Over the past decade, visual gaze estimation has garnered growing attention
within the research community, thanks to its wide-ranging application
scenarios. While existing estimation approaches have achieved remarkable
success in enhancing prediction accuracy, they primarily infer gaze directions
from single-image signals and discard the huge potentials of the currently
dominant text guidance. Notably, visual-language collaboration has been
extensively explored across a range of visual tasks, such as image synthesis
and manipulation, leveraging the remarkable transferability of large-scale
Contrastive Language-Image Pre-training (CLIP) model. Nevertheless, existing
gaze estimation approaches ignore the rich semantic cues conveyed by linguistic
signals and priors in CLIP feature space, thereby yielding performance
setbacks. In pursuit of making up this gap, we delve deeply into the text-eye
collaboration protocol and introduce a novel gaze estimation framework in this
paper, referred to as GazeCLIP. Specifically, we intricately design a
linguistic description generator to produce text signals with coarse
directional cues.
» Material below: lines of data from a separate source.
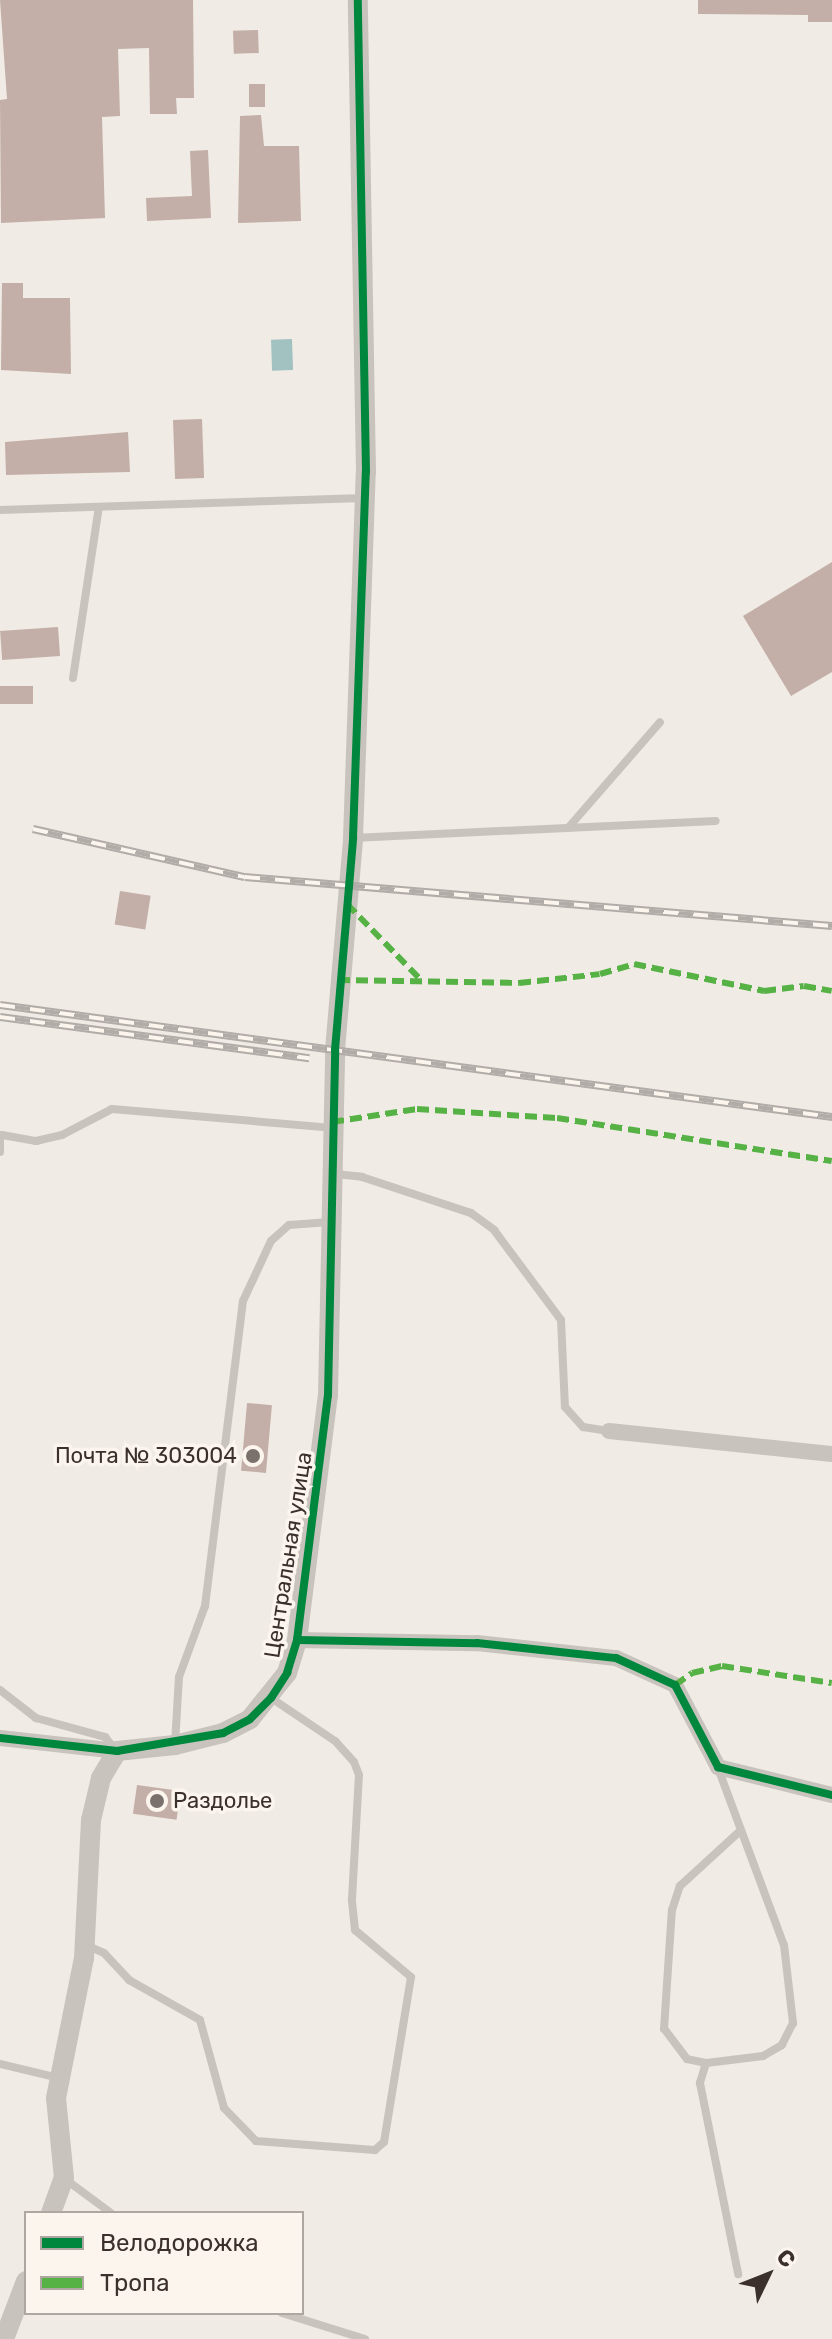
<!DOCTYPE html>
<html>
<head>
<meta charset="utf-8">
<style>
	body { margin:0 }
	#map { position:relative; width:832px; height:2339px; overflow:hidden; background:#f0ebe5; font-family:Rubik,sans-serif }
	div>[style] { position:absolute }
	.water>* { inset:0; background:#a1c2c1; transform-origin:0 0 }
	.building>* { inset:0; background:#c3afa7; transform-origin:0 0 }
	.service>* { height:8px; margin:-4px; padding:0 4px; transform-origin:4px; border-radius:4px; background:#c9c3be }
	.minor>* { height:16px; margin:-8px; padding:0 8px; transform-origin:8px; border-radius:8px; background:#c9c3be }
	.tertiary>* { height:20px; margin:-10px; padding:0 10px; transform-origin:10px; border-radius:10px; background:#c9c3be }
	.rail>* { height:8px; margin-top:-4px; transform-origin:0; background:repeating-linear-gradient(90deg,#fbf5ee 0 15px,#b1aca8 0 30px); box-sizing:border-box; border-block:2px solid #b1aca8 }
	.quiet>* { height:6px; margin-top:-3px; transform-origin:0; background:repeating-linear-gradient(90deg,#57b246 0 12px,transparent 0 18px) }
	.cycleway>* { height:8px; margin:-4px; padding:0 4px; transform-origin:4px; border-radius:4px; background:#00873e }
	.dots>* { width:22px; height:22px; translate:-50% -50%; box-sizing:border-box; border:4px solid #fbf5ee; border-radius:50% }
	span { translate:-50% -50%; white-space:nowrap; text-align:center; line-height:1.15; -webkit-text-stroke:7px #fbf5ee; paint-order:stroke }
	.poi-label { font-size:22px; color:#3b302b }
	.right { translate:-100% -50%; text-align:right }
	.left { translate:0 -50%; text-align:left }
	.street-label { font-size:22px; color:#3b302b }
	.legend { position:absolute; left:24px; top:2211px; width:280px; height:104px; box-sizing:border-box; background:#fbf5ee; border:2px solid #aea6a0; margin:0; padding:10px 14px; list-style:none; font-size:24px; color:#3b302b }
	.legend li { display:flex; align-items:center; gap:16px; height:40px }
	.legend b { width:40px; border:2px solid #aea6a0 }
	.north { position:absolute; left:728px; top:2235px; width:80px; height:80px; -webkit-text-stroke:6px #fbf5ee; paint-order:stroke; rotate:47deg; font-size:22px; font-weight:700; line-height:32px; text-align:center; color:#3b302b }
	.north::after { content:''; display:block; margin:auto; width:28px; height:36px; background:#3b302b; clip-path:polygon(50% 0,100% 100%,50% 72%,0 100%) }
</style>
</head>
<body>
<div id="map">
	<div class="water">
		<i style="left:292px;top:339px;width:31px;height:21px;rotate:88deg"></i>
	</div>
	<div class="building">
		<i style="clip-path:polygon(0 0,193px 0,194px 98px,176px 98px,177px 114px,150px 114px,149px 48px,118px 49px,120px 116px,102px 117px,105px 218px,1px 223px,0 100px,7px 99px)"></i>
		<i style="clip-path:polygon(698px 0,832px 0,832px 22px,808px 22px,808px 15px,698px 14px)"></i>
		<i style="left:258px;top:30px;width:23px;height:25px;rotate:88deg"></i>
		<i style="left:249px;top:84px;width:16px;height:23px"></i>
		<i style="clip-path:polygon(261px 115px,264px 146px,299px 146px,301px 221px,238px 223px,240px 116px)"></i>
		<i style="clip-path:polygon(208px 150px,211px 218px,147px 221px,146px 198px,192px 196px,190px 151px)"></i>
		<i style="clip-path:polygon(2px 283px,23px 283px,23px 298px,70px 298px,71px 374px,1px 370px)"></i>
		<i style="left:202px;top:419px;width:59px;height:29px;rotate:88deg"></i>
		<i style="clip-path:polygon(128px 432px,130px 472px,6px 475px,5px 442px)"></i>
		<i style="clip-path:polygon(832px 562px,832px 672px,791px 696px,743px 616px)"></i>
		<i style="left:58px;top:627px;width:29px;height:58px;rotate:86deg"></i>
		<i style="left:0;top:686px;width:33px;height:18px"></i>
		<i style="left:120px;top:891px;width:31px;height:34px;rotate:9deg"></i>
		<i style="left:247px;top:1403px;width:25px;height:68px;rotate:5deg"></i>
		<i style="left:137px;top:1785px;width:44px;height:29px;rotate:8deg"></i>
	</div>
	<div class="service">
		<i style="left:0;top:510px;width:364px;rotate:-1.9deg"></i>
		<i style="left:73px;top:678px;width:173px;rotate:-81.4deg"></i>
		<i style="left:568px;top:828px;width:140px;rotate:-49deg"></i>
		<i style="left:353px;top:838px;width:363px;rotate:-2.7deg"></i>
		<i style="left:0;top:1135px;width:17px;rotate:90deg"></i>
		<i style="left:2px;top:1135px;width:35px;rotate:10deg"></i>
		<i style="left:36px;top:1141px;width:27px;rotate:-13deg"></i>
		<i style="left:62px;top:1135px;width:56px;rotate:-27.5deg"></i>
		<i style="left:112px;top:1109px;width:221px;rotate:4.9deg"></i>
		<i style="left:335px;top:1174px;width:27px;rotate:6deg"></i>
		<i style="left:362px;top:1177px;width:115px;rotate:18.3deg"></i>
		<i style="left:471px;top:1213px;width:29px;rotate:36deg"></i>
		<i style="left:494px;top:1230px;width:112px;rotate:53.3deg"></i>
		<i style="left:561px;top:1320px;width:87px;rotate:87.4deg"></i>
		<i style="left:565px;top:1407px;width:27px;rotate:48deg"></i>
		<i style="left:583px;top:1427px;width:26px;rotate:9deg"></i>
		<i style="left:0;top:1690px;width:46px;rotate:37.9deg"></i>
		<i style="left:36px;top:1718px;width:72px;rotate:15.4deg"></i>
		<i style="left:105px;top:1737px;width:17px;rotate:50deg"></i>
		<i style="left:175px;top:1744px;width:67px;rotate:-86.6deg"></i>
		<i style="left:179px;top:1677px;width:76px;rotate:-69.9deg"></i>
		<i style="left:205px;top:1606px;width:307px;rotate:-82.9deg"></i>
		<i style="left:243px;top:1301px;width:66px;rotate:-65deg"></i>
		<i style="left:271px;top:1241px;width:24px;rotate:-42deg"></i>
		<i style="left:289px;top:1225px;width:41px;rotate:-4.2deg"></i>
		<i style="left:718px;top:1768px;width:189px;rotate:69.6deg"></i>
		<i style="left:784px;top:1945px;width:79px;rotate:83.4deg"></i>
		<i style="left:793px;top:2023px;width:25px;rotate:117deg"></i>
		<i style="left:782px;top:2045px;width:22px;rotate:150deg"></i>
		<i style="left:763px;top:2056px;width:57px;rotate:173deg"></i>
		<i style="left:706px;top:2063px;width:21px;rotate:107deg"></i>
		<i style="left:700px;top:2083px;width:195px;rotate:78.7deg"></i>
		<i style="left:86px;top:1945px;width:20px;rotate:24deg"></i>
		<i style="left:104px;top:1953px;width:37px;rotate:47deg"></i>
		<i style="left:129px;top:1980px;width:81px;rotate:29.4deg"></i>
		<i style="left:200px;top:2020px;width:91px;rotate:74.7deg"></i>
		<i style="left:224px;top:2108px;width:46px;rotate:45.9deg"></i>
		<i style="left:256px;top:2141px;width:119px;rotate:4.3deg"></i>
		<i style="left:375px;top:2150px;width:12px;rotate:-42deg"></i>
		<i style="left:384px;top:2142px;width:167px;rotate:-80.7deg"></i>
		<i style="left:411px;top:1977px;width:73px;rotate:-140deg"></i>
		<i style="left:355px;top:1930px;width:31px;rotate:-96deg"></i>
		<i style="left:352px;top:1899px;width:124px;rotate:-86.8deg"></i>
		<i style="left:359px;top:1775px;width:14px;rotate:-111deg"></i>
		<i style="left:354px;top:1762px;width:28px;rotate:-132deg"></i>
		<i style="left:335px;top:1741px;width:77px;rotate:-146.1deg"></i>
		<i style="left:706px;top:2063px;width:19px;rotate:-168deg"></i>
		<i style="left:687px;top:2059px;width:38px;rotate:-127deg"></i>
		<i style="left:664px;top:2029px;width:119px;rotate:-86.2deg"></i>
		<i style="left:672px;top:1910px;width:25px;rotate:-72deg"></i>
		<i style="left:680px;top:1886px;width:81px;rotate:-42.5deg"></i>
		<i style="left:0;top:2064px;width:61px;rotate:13.3deg"></i>
		<i style="left:65px;top:2179px;width:57px;rotate:36.5deg"></i>
		<i style="left:282px;top:2313px;width:87px;rotate:17.4deg"></i>
	</div>
	<div class="minor">
		<i style="left:609px;top:1431px;width:224px;rotate:5.9deg"></i>
		<i style="left:297px;top:1640px;width:180px;rotate:1deg"></i>
		<i style="left:477px;top:1643px;width:140px;rotate:6.2deg"></i>
		<i style="left:616px;top:1658px;width:65px;rotate:24.6deg"></i>
		<i style="left:675px;top:1685px;width:93px;rotate:62.3deg"></i>
		<i style="left:718px;top:1767px;width:117px;rotate:13.8deg"></i>
		<i style="left:0;top:1738px;width:118px;rotate:6.3deg"></i>
	</div>
	<div class="tertiary">
		<i style="left:51px;top:2213px;width:37px;rotate:-70deg"></i>
		<i style="left:64px;top:2178px;width:80px;rotate:-95.7deg"></i>
		<i style="left:56px;top:2098px;width:143px;rotate:-78.7deg"></i>
		<i style="left:84px;top:1958px;width:138px;rotate:-87.1deg"></i>
		<i style="left:91px;top:1820px;width:43px;rotate:-76.6deg"></i>
		<i style="left:101px;top:1778px;width:31px;rotate:-59deg"></i>
		<i style="left:117px;top:1751px;width:58px;rotate:-5.9deg"></i>
		<i style="left:175px;top:1745px;width:49px;rotate:-14deg"></i>
		<i style="left:223px;top:1733px;width:30px;rotate:-27deg"></i>
		<i style="left:250px;top:1719px;width:59px;rotate:-51.2deg"></i>
		<i style="left:287px;top:1673px;width:34px;rotate:-73deg"></i>
		<i style="left:297px;top:1640px;width:247px;rotate:-82.8deg"></i>
		<i style="left:328px;top:1395px;width:345px;rotate:-88.8deg"></i>
		<i style="left:335px;top:1050px;width:213px;rotate:-85.1deg"></i>
		<i style="left:353px;top:838px;width:366px;rotate:-88deg"></i>
		<i style="left:366px;top:472px;width:472px;rotate:-91deg"></i>
		<i style="left:4px;top:2339px;width:62px;rotate:-69.2deg"></i>
	</div>
	<div class="rail">
		<i style="left:33px;top:829px;width:217px;rotate:12.8deg"></i>
		<i style="left:245px;top:877px;width:589px;rotate:4.77deg"></i>
		<i style="left:0;top:1005px;width:840px;rotate:7.67deg"></i>
		<i style="left:0;top:1017px;width:312px;rotate:7.6deg"></i>
	</div>
	<div class="quiet">
		<i style="left:347px;top:904px;width:107px;rotate:45.8deg"></i>
		<i style="left:338px;top:980px;width:181px;rotate:0.9deg"></i>
		<i style="left:519px;top:983px;width:81px;rotate:-6.3deg"></i>
		<i style="left:600px;top:974px;width:35px;rotate:-16deg"></i>
		<i style="left:634px;top:964px;width:133px;rotate:11.7deg"></i>
		<i style="left:764px;top:991px;width:40px;rotate:-7.1deg"></i>
		<i style="left:804px;top:986px;width:28px;rotate:10deg"></i>
		<i style="left:332px;top:1122px;width:86px;rotate:-8.7deg"></i>
		<i style="left:417px;top:1109px;width:140px;rotate:3.7deg"></i>
		<i style="left:557px;top:1118px;width:278px;rotate:8.9deg"></i>
		<i style="left:675px;top:1685px;width:21px;rotate:-35deg"></i>
		<i style="left:692px;top:1673px;width:31px;rotate:-13deg"></i>
		<i style="left:722px;top:1666px;width:111px;rotate:8.8deg"></i>
	</div>
	<div class="cycleway">
		<i style="left:297px;top:1640px;width:180px;rotate:1deg"></i>
		<i style="left:477px;top:1643px;width:140px;rotate:6.2deg"></i>
		<i style="left:616px;top:1658px;width:65px;rotate:24.6deg"></i>
		<i style="left:675px;top:1685px;width:93px;rotate:62.3deg"></i>
		<i style="left:718px;top:1767px;width:117px;rotate:13.8deg"></i>
		<i style="left:0;top:1738px;width:118px;rotate:6.3deg"></i>
		<i style="left:117px;top:1751px;width:108px;rotate:-9.6deg"></i>
		<i style="left:223px;top:1733px;width:30px;rotate:-27deg"></i>
		<i style="left:250px;top:1719px;width:30px;rotate:-45deg"></i>
		<i style="left:271px;top:1698px;width:30px;rotate:-57deg"></i>
		<i style="left:287px;top:1673px;width:34px;rotate:-73deg"></i>
		<i style="left:297px;top:1640px;width:247px;rotate:-82.8deg"></i>
		<i style="left:328px;top:1395px;width:345px;rotate:-88.8deg"></i>
		<i style="left:335px;top:1050px;width:213px;rotate:-85.1deg"></i>
		<i style="left:353px;top:838px;width:366px;rotate:-88deg"></i>
		<i style="left:366px;top:472px;width:472px;rotate:-91deg"></i>
	</div>
	<div class="dots">
		<i style="left:253px;top:1456px;background:#7a716c"></i>
		<i style="left:157px;top:1801px;background:#7a716c"></i>
	</div>
	<div class="poi-label">
		<span class="right" style="left:237px;top:1456px">Почта № 303004</span>
		<span class="left" style="left:173px;top:1801px">Раздолье</span>
	</div>
	<div class="street-label">
		<span style="left:288px;top:1555px;rotate:-81deg">Центральная улица</span>
	</div>
	<ul class="legend">
	<li><b style="height:10px;background:#00873e"></b>Велодорожка</li>
	<li><b style="height:10px;background:#57b246"></b>Тропа</li>
	</ul>
	<div class="north">С</div>
</div>
</body>
</html>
Additionally, a CLIP-based backbone that excels in
characterizing text-eye pairs for gaze estimation is presented. This is
followed by the implementation of a fine-grained multi-modal fusion module
aimed at modeling the interrelationships between heterogeneous inputs.
Extensive experiments on three challenging datasets demonstrate the superiority
of the proposed GazeCLIP which surpasses the previous approaches and achieves
the state-of-the-art estimation accuracy.

通过设计文本眼部协同学习框架 GazeCLIP，结合视觉注视方向的文本信号和 Contrastive Language-Image Pre-training (CLIP) 模型的优点，实现了先进的视觉注视估计准确性，并在三个具有挑战性的数据集上展示了其在性能方面的优势。